I encountered several issues when implementing the Stream Oscilloscope (StreamScope) runtime facility. Those issues are captured here so we can discuss them and reach consensus on a course of action.
Stream Oscilloscope feature / use summary:
Just to set some context...
- A StreamScope (Stream Oscilloscope) captures tuples. StreamScopes can be enabled/disabled/paused/resumed, they have count and time based captured tuple retention policy, they have count, time, or Predicate based tuple selection controls. By default each streamScope is disabled. A Sample is created for each captured tuple containing the tuple (not copied) and capture timestamps. The control mbean (below) makes the captured samples available as JSON.
- The DevelopmentProvider adds StreamScope peekers to streams (akin to Metrics being added).
- StreamScope's are registered with a new StreamScopeRegistry runtime service. The registration occurs as part of a StreamScope oplet's initialize().
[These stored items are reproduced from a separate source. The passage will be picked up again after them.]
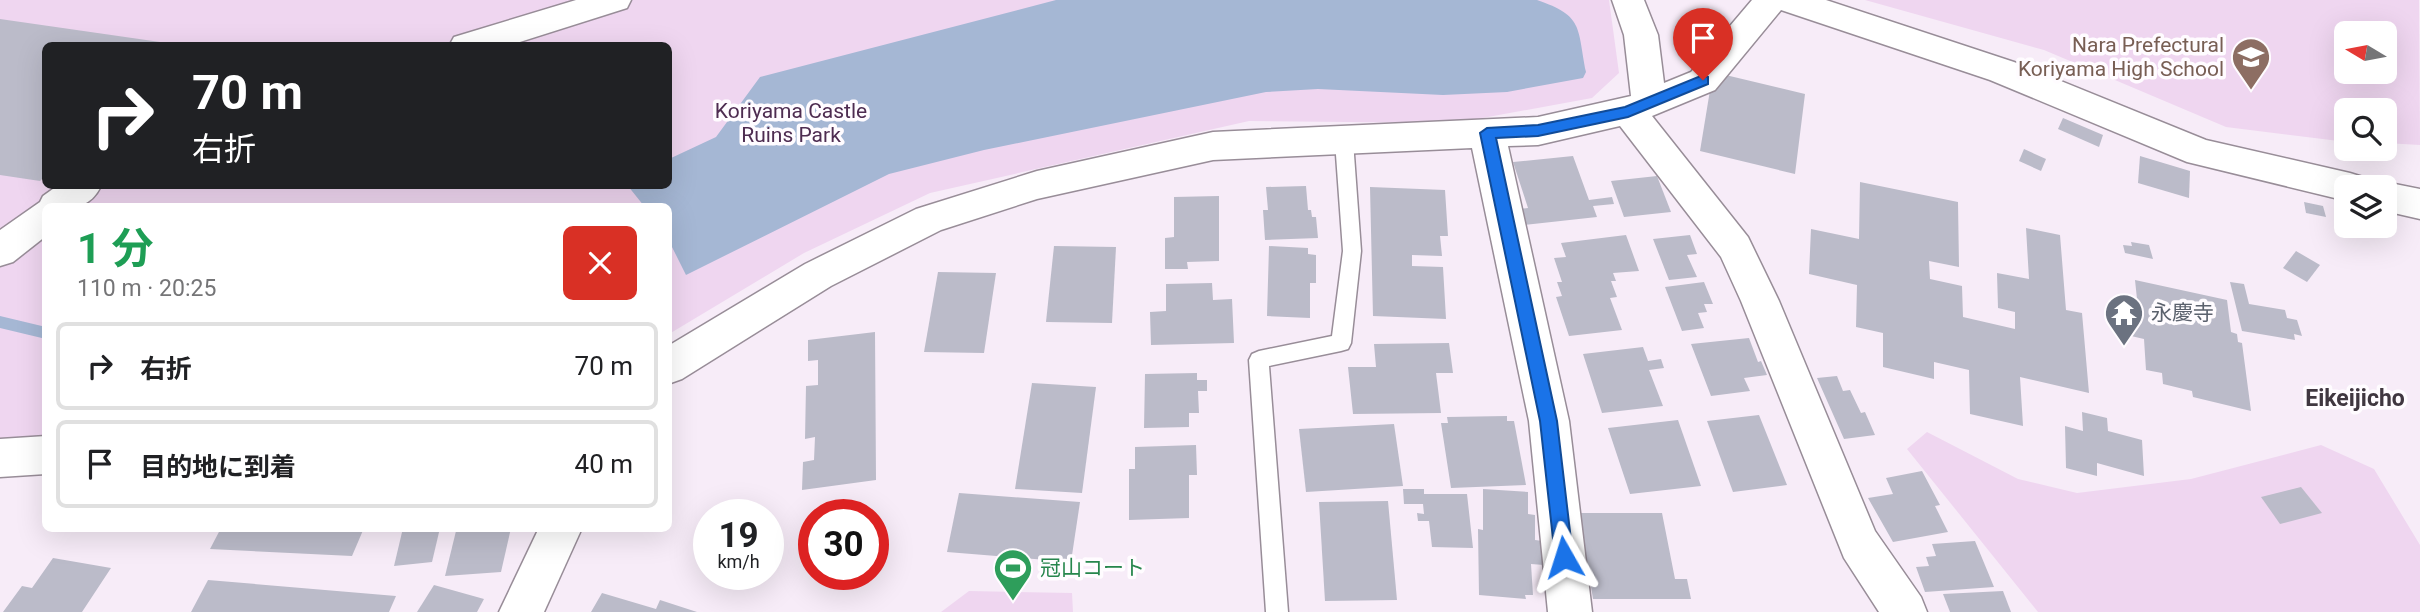 <!DOCTYPE html>
<html lang="ja">
<head>
<meta charset="utf-8">
<style>
	body { margin:0; font-family:Roboto,"Noto Sans JP",sans-serif; background:#f2f2f2; color:#202124; height:100vh; display:flex; flex-direction:column; font-size:26px; white-space:nowrap }
	* { box-sizing:border-box; margin:0 }
	p { font-size:23px; color:#757577 }
	.icon { flex:none; width:38px; height:38px; fill:none; stroke:currentColor; stroke-width:2; stroke-linecap:round; stroke-linejoin:round }
	.map { position:relative; flex:1; overflow:hidden }
	.details { position:absolute; left:42px; top:203px; width:630px; height:329px; display:flex; flex-direction:column; background:#fff; border-radius:10px; box-shadow:0 7px 28px #0002 }
	.details>* { flex:none }
	.hud { position:absolute; left:42px; top:42px; width:630px; height:147px; border-radius:10px; box-shadow:0 7px 28px #0002; background:#202124; color:#fff; overflow:hidden }
	.needle { width:46px; rotate:280deg }
	.controls { position:absolute; left:2334px; top:21px; display:grid; gap:14px }
	.controls a { display:grid; place-items:center; width:63px; height:63px; border-radius:10px; background:#fff; box-shadow:0 7px 28px #0002; font-size:35px }
	.speed { position:absolute; left:693px; top:499px; display:flex; gap:14px; font-size:35px; font-weight:700; text-align:center }
	.speed>* { display:grid; place-content:center; width:91px; height:91px; border-radius:50%; background:#fff; box-shadow:0 7px 28px #0002; line-height:1 }
	.speed small { font-size:18px; font-weight:400 }
	.speed .limit { border:10px solid #d22; background:#fff; color:#111 }
	.pin { position:absolute; display:grid; place-items:center; width:60px; height:60px; color:#fff; margin:-72px -30px; border-radius:50% 50% 50% 0; rotate:-45deg; box-shadow:0 0 7px #0007 }
	.pin .icon { rotate:45deg }
	.me { position:absolute; width:77px; margin:-38px; rotate:354deg; stroke-linejoin:round; filter:drop-shadow(0 0 5px #0008) }
	.turn { display:flex; align-items:center; gap:24px; height:147px; padding:0 35px; font-size:32px }
	.turn .icon { width:91px; height:91px; stroke-width:2.5 }
	.turn b { display:block; font-size:49px; line-height:60px }
	.round { display:grid; place-items:center; flex:none; width:74px; height:74px; border-radius:10px; background:#f2f2f2 }
	.summary { display:flex; align-items:center; justify-content:space-between; height:119px; padding:0 35px }
	h1 { font-size:42px; font-weight:700; line-height:52px; color:#1e9e55 }
	ul { padding:0; list-style:none }
	li { display:flex; align-items:center; gap:21px; height:88px; margin:0 14px 10px; padding:0 21px; border:4px solid #e0e0e0; border-radius:10px }
	li div { flex:1 }
	li b { display:block; font-size:26px }
	li em { font-style:normal }
	.map>svg:first-child { display:block }
	.green { fill:#efd6f0; fill-rule:evenodd }
	.water { fill:#a5b7d4 }
	.lines { fill:none; stroke-linecap:round; stroke-linejoin:round }
	.stream { fill:#a5b7d4; fill-rule:evenodd }
	.building { fill:#bbbbc9 }
	.service-casing { stroke:#988d98; stroke-width:3 }
	.minor-casing { stroke:#988d98; stroke-width:3 }
	.service { fill:#fff; fill-rule:evenodd }
	.minor { fill:#fff; fill-rule:evenodd }
	.route { fill:#1a73e8; stroke:#114b97; stroke-width:2 }
	.labels { text-anchor:middle; stroke-width:7; stroke-linejoin:round; paint-order:stroke }
	.education-label { font-size:21px; fill:#785e54; stroke:#fffcff; text-anchor:end }
	.park-label { font-size:21px; fill:#4e2c51; stroke:#fffcff }
	.worship-label { font-size:21px; fill:#5b616d; stroke:#fffcff; text-anchor:start }
	.leisure-label { font-size:21px; fill:#27864d; stroke:#fffcff; text-anchor:start }
	.neighbourhood-label { font-size:23px; font-weight:bold; fill:#403740; stroke:#fffcff }
</style>
</head>
<body>
<div class="map">
<svg width="2420" height="612" viewBox="0 0 2420 612">
	<rect width="100%" height="100%" fill="#f7ecf8"/>
	<g class="green">
		<path d="M0 0H1609L1619 73 1592 98 1455 123 1249 121 930 193 804 253 669 334 668 206H46L45 436 0 440ZM46 46H668V186H46Z"/>
		<path d="M1865 0H2419L2420 145 2385 143V110H2347V142L2226 127 2044 50ZM2347 33H2385V72H2347Z"/>
		<polygon points="1927,432 2018,479 2077,493 2191,479 2321,445 2374,469 2420,545 2420,612 2038,612 1907,449"/>
		<polygon points="969,591 1072,593 1073,612 941,612"/>
	</g>
	<path class="water" d="M1056 0H1537C1584 16 1577 27 1586 72L1583 78 1507 92 1443 95 1318 89 1266 92 984 150 889 174 686 275 669 241 668 206H644L628 186H668L669 159 716 137 760 77Z"/>
	<g class="lines">
		<polygon class="stream" points="0,316 46,327 46,339 0,328"/>
	</g>
	<g class="building">
		<polygon points="0,19 160,42 157,46 46,46 46,175 40,181 0,175"/>
		<polygon points="1713,72 1805,94 1795,174 1700,151"/>
		<polygon points="2063,118 2103,135 2099,147 2058,129"/>
		<polygon points="2024,149 2046,159 2041,171 2019,161"/>
		<polygon points="1573,156 1589,200 1612,197 1614,204 1593,206 1597,217 1524,225 1518,209 1528,208 1513,162"/>
		<polygon points="2140,156 2190,171 2189,198 2138,183"/>
		<polygon points="1657,176 1671,212 1624,217 1611,181"/>
		<polygon points="1860,182 1958,202 1959,267 1929,261 1930,279 1962,286 1963,317 2015,329 2015,312 1998,308 1997,273 2029,279 2026,228 2060,235 2066,310 2082,313 2089,393 2020,377 2023,426 1970,414 1969,370 1934,362 1934,379 1883,367 1883,333 1856,327 1857,285 1809,274 1811,229 1859,239"/>
		<polygon points="1306,186 1308,210 1311,210 1312,217 1316,217 1318,238 1265,240 1263,210 1268,210 1266,187"/>
		<polygon points="1370,187 1445,190 1448,236 1440,236 1442,256 1412,255 1412,266 1443,267 1446,319 1373,316"/>
		<polygon points="1219,196 1219,261 1187,262 1188,269 1165,269 1165,238 1174,237 1174,197"/>
		<polygon points="2304,202 2323,206 2326,217 2306,213"/>
		<polygon points="1626,235 1639,271 1613,273 1616,281 1611,281 1617,297 1610,298 1622,330 1569,336 1556,297 1562,296 1557,282 1562,282 1554,258 1566,257 1561,243"/>
		<polygon points="1690,235 1697,254 1687,255 1697,277 1669,280 1653,239"/>
		<polygon points="2131,242 2149,245 2153,259 2125,253 2123,245 2132,246"/>
		<polygon points="1054,246 1116,247 1112,323 1046,322"/>
		<polygon points="1269,246 1308,248 1308,254 1316,255 1316,283 1310,283 1310,318 1267,316"/>
		<polygon points="2296,251 2320,265 2307,282 2283,268"/>
		<polygon points="938,272 996,273 984,353 924,352"/>
		<polygon points="2135,280 2227,300 2231,332 2237,334 2238,342 2242,343 2251,411 2193,397 2192,391 2163,384 2162,373 2146,370 2144,339 2131,336 2127,297 2137,299"/>
		<polygon points="1704,282 1713,304 1704,304 1707,312 1698,313 1704,328 1682,331 1665,287"/>
		<polygon points="2230,282 2244,284 2249,304 2285,310 2287,318 2297,320 2302,336 2294,334 2295,340 2242,331"/>
		<polygon points="1212,283 1213,300 1232,299 1234,343 1151,345 1150,312 1166,311 1166,284"/>
		<polygon points="875,332 876,480 802,490 803,462 814,460 815,437 805,439 806,386 818,385 818,360 808,361 808,340"/>
		<polygon points="1749,338 1758,362 1761,361 1767,375 1744,378 1750,391 1711,396 1691,344"/>
		<polygon points="1449,343 1453,373 1436,373 1441,413 1353,414 1348,367 1376,367 1374,344"/>
		<polygon points="1643,347 1648,361 1661,359 1664,368 1649,370 1663,406 1602,413 1583,354"/>
		<polygon points="1197,373 1197,380 1207,380 1207,391 1198,391 1199,413 1189,413 1189,427 1144,428 1145,374"/>
		<polygon points="1837,376 1843,391 1850,390 1861,413 1865,412 1875,435 1844,439 1817,378"/>
		<polygon points="1032,383 1096,387 1082,493 1015,489"/>
		<polygon points="2082,412 2107,418 2108,431 2142,440 2144,476 2097,463 2097,476 2066,468 2065,426 2083,431"/>
		<polygon points="1759,415 1787,485 1733,492 1707,421"/>
		<polygon points="1507,416 1507,421 1514,421 1526,485 1451,488 1441,423 1448,423 1447,417"/>
		<polygon points="1678,420 1701,486 1630,494 1608,428"/>
		<polygon points="1394,424 1403,486 1306,492 1299,429"/>
		<polygon points="1196,445 1197,475 1189,475 1189,518 1129,520 1129,469 1135,469 1135,447"/>
		<polygon points="1922,471 1940,505 1935,506 1948,532 1893,542 1868,498 1893,494 1886,478"/>
		<polygon points="2301,487 2322,513 2280,524 2261,497"/>
		<polygon points="1403,489 1424,489 1424,494 1467,494 1473,548 1432,547 1429,521 1418,521 1417,513 1424,514 1423,504 1404,504"/>
		<polygon points="1483,489 1528,492 1528,514 1535,515 1535,540 1543,541 1544,565 1531,564 1533,595 1525,595 1526,599 1479,595 1478,529 1483,530"/>
		<polygon points="959,493 1080,502 1071,562 947,552"/>
		<polygon points="1388,501 1397,600 1325,601 1319,502"/>
		<polygon points="1579,513 1662,513 1675,579 1687,579 1691,599 1593,599"/>
		<polygon points="221,528 262,529 364,528 352,556 210,549"/>
		<polygon points="403,528 440,528 432,562 394,566"/>
		<polygon points="475,528 511,528 501,572 445,576 456,531"/>
		<polygon points="1975,541 1994,587 1925,592 1916,567 1929,566 1926,557 1936,556 1932,544"/>
		<polygon points="53,558 111,568 82,612 3,612 22,586 32,588"/>
		<polygon points="208,580 396,596 389,612 191,612"/>
		<polygon points="434,585 484,599 477,612 417,612"/>
		<polygon points="2003,591 2011,612 1950,612 1943,594"/>
		<polygon points="602,593 656,609 660,600 697,612 591,612"/>
	</g>
	<g class="lines">
		<g class="service-casing">
			<polygon id="service" points="1344,134 1350,136 1353,141 1361,251 1351,343 1348,349 1341,351 1269,366 1288,612 1266,612 1249,360 1252,354 1259,351 1332,336 1343,251 1335,141 1338,136"/>
		</g>
		<g class="minor-casing">
			<g id="minor">
				<polygon points="576,0 631,0 627,8 507,46 449,46 454,37"/>
				<polygon points="1612,0 1644,0 1658,35 1664,83 1691,72 1752,0 1826,0 2014,62 2206,140 2350,173 2363,177 2368,187 2347,187 2347,201 2187,162 1990,80 1781,10 1715,90 1652,116 1748,237 1779,301 1875,531 1921,597 1927,612 1879,612 1844,558 1741,301 1721,257 1620,126 1538,145 1508,146 1569,421 1592,612 1548,612 1529,421 1472,148 1213,160 1037,199 941,230 831,286 682,379 668,384 668,346 805,264 916,209 1037,171 1213,132 1538,117 1631,96 1624,35"/>
				<polygon points="2385,182 2420,189 2420,219 2385,211 2385,187 2371,187"/>
				<path d="M57 186H101C88 212 71 206 46 206V236L13 262 0 266V230L40 202 43 196Z"/>
				<polygon points="46,436 46,474 0,477 0,439"/>
				<polygon points="539,528 582,528 544,612 499,612"/>
			</g>
		</g>
		<use href="#service" class="service"/>
		<use href="#minor" class="minor"/>
	</g>
	<polygon class="route" points="1703,75 1708,77 1708,84 1628,117 1538,136 1496,138 1557,421 1573,557 1570,563 1564,565 1558,563 1555,557 1540,421 1480,133 1487,128 1538,125 1625,107"/>
	<defs>
		<g id="school-pin" transform="scale(2.0125)"><path d="M0 17L-7.5 6A9.5 9.5 0 1 1 7.5 6Z" fill="#8d6e63" stroke="#fffcff"/><path d="M0-5L7-2L0 1L-7-2ZM-4 1L0 2.5L4 1V4Q0 6-4 4Z" fill="#fff"/></g>
		<g id="temple-pin" transform="scale(2.0125)"><path d="M0 17L-7.5 6A9.5 9.5 0 1 1 7.5 6Z" fill="#6b7280" stroke="#fffcff"/><path d="M0-6L5-2H3V0L6.5 2.5H4V6H1.5V3h-3V6H-4V2.5H-6.5L-3 0V-2H-5Z" fill="#fff"/></g>
		<g id="stadium-pin" transform="scale(2.0125)"><path d="M0 17L-7.5 6A9.5 9.5 0 1 1 7.5 6Z" fill="#2e9e5b" stroke="#fffcff"/><path d="M0-5a6.5 5 0 1 0 0 10a6.5 5 0 1 0 0-10ZM-3.5-1.8h7v3.6h-7Z" fill="#fff"/></g>
	</defs>
	<g fill-rule="evenodd">
		<use href="#school-pin" x="2251" y="57"/>
		<use href="#temple-pin" x="2124" y="313"/>
		<use href="#stadium-pin" x="1013" y="568"/>
	</g>
	<g class="labels">
		<g class="education-label">
			<text x="2224" y="52">Nara Prefectural<tspan x="2224" dy="24">Koriyama High School</tspan></text>
		</g>
		<g class="park-label">
			<text x="791" y="118">Koriyama Castle<tspan x="791" dy="24">Ruins Park</tspan></text>
		</g>
		<g class="worship-label">
			<text x="2151" y="320">永慶寺</text>
		</g>
		<g class="leisure-label">
			<text x="1040" y="575">冠山コート</text>
		</g>
		<g class="neighbourhood-label">
			<text x="2355" y="406">Eikeijicho</text>
		</g>
	</g>
</svg>
<div class="controls">
<a><svg class="needle" viewBox="-14 -14 28 28"><path d="M0-13l5 13h-10z" fill="#e53935"/><path d="M0 13l5-13h-10z" fill="#757577"/></svg></a>
<a><svg class="icon" aria-label="search" viewBox="0 0 24 24"><circle cx="10" cy="10" r="6"/><path d="M15 15l6 6"/></svg></a>
<a><svg class="icon" aria-label="layers" viewBox="0 0 24 24"><path d="M12 4l9 5-9 5-9-5zM3 14l9 5 9-5"/></svg></a>
</div>
<div class="speed"><div>19<small>km/h</small></div><div class="limit">30</div></div>
<div class="pin" style="left:1703px;top:80px;background:#d93025"><svg class="icon" aria-label="arrive" viewBox="0 0 24 24"><path d="M6 21V4h12l-3 4 3 4H6"/></svg></div>
<svg class="me" style="left:1564px;top:557px" viewBox="-20 -20 40 40"><path d="M0-17L14 15 0 8-14 15z" fill="#1a73e8" stroke="#fff" stroke-width="4"/></svg>
<div class="hud">
<div class="turn"><svg class="icon" aria-label="right" viewBox="0 0 24 24"><path d="M7 20v-9h11M14 6l5 5-5 5"/></svg><div><b>70 m</b>右折</div></div>
</div>
<section class="details">
<div class="summary"><div><h1>1 分</h1><p>110 m · 20:25</p></div><a class="round" style="background:#d93025;color:#fff"><svg class="icon" aria-label="close" viewBox="0 0 24 24"><path d="M6 6l12 12M18 6L6 18"/></svg></a></div>
<ul>
<li><svg class="icon" aria-label="right" viewBox="0 0 24 24"><path d="M7 20v-9h11M14 6l5 5-5 5"/></svg><div><b>右折</b></div><em>70 m</em></li>
<li><svg class="icon" aria-label="arrive" viewBox="0 0 24 24"><path d="M6 21V4h12l-3 4 3 4H6"/></svg><div><b>目的地に到着</b></div><em>40 m</em></li>
</ul>
</section>
</div>
</body>
</html>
- StreamScopeRegistryMXBean and StreamScopeMXBean control mbeans are defined and registered in the (development provider JMX) ControlService. The registry mbean lazy creates / registers StreamScope mbeans. -Tests for all of the above were added.
Notes for the Console:
- The Console will lookup a stream's StreamScopeMXBean by its streamId via the StreamScopeRegistryMXBean. A servlet/StreamScopeUtil helper is supplied.
- A StreamScope is registered by its output stream's streamId, not the streamId of the "origin stream" it was created to monitor. That's one of the issues alluded to below. The util class forms the streamId.
- StreamScope oplets are added to the graph (all the smarts are in the StreamScope Consumer<T>function). StreamScope is a subclass of Peek. The console needs to adjust its presentation of these oplets to diminish their presence. I suggest not presenting them at all and instead just including a "show tuples" link on a stream's hover popup. (I'd also omit presenting metric oplets and instead add their info to the stream's hover).
Functions can't really use runtime services / ControlService
I started by developing a StreamScope Consumer<T> for use as a seeker oplet function. This function has all of the smarts of the tuple capture code.
The function needs to register at runtime with a “streamId” which, as a result of provider-wide services, needs to include the jobId. It also needs the opletId. These values aren’t known until later in the submission processing (later than when the graph is augmented with StreamScope seekers).
We don’t have a way for functions to access
runtime services (e.g., to get the StreamScopeRegistry), nor job/oplet context.
<dan> Topology.getRuntimeServiceSupplier() provides access to runtime services.
Hence I was forced to create a StreamScope subtype of Peek. It’s initialize() has access to the necessary info.
Is it appropriate to require any such use/needs to subclass an oplet to gain access to this sort of info? Note, ControlService is doc’d as being expected to be usable by applications.
I’ve run across this need in other situations as well. e.g., a function that wanted to create a thread pool / Executor but couldn’t get access to the ThreadFactoryService.
It feels like we want analogous Function level support. e.g., an Initializable interface (with initialize(FunctionContext)) that functions that need this info to gain access to it. Agreed?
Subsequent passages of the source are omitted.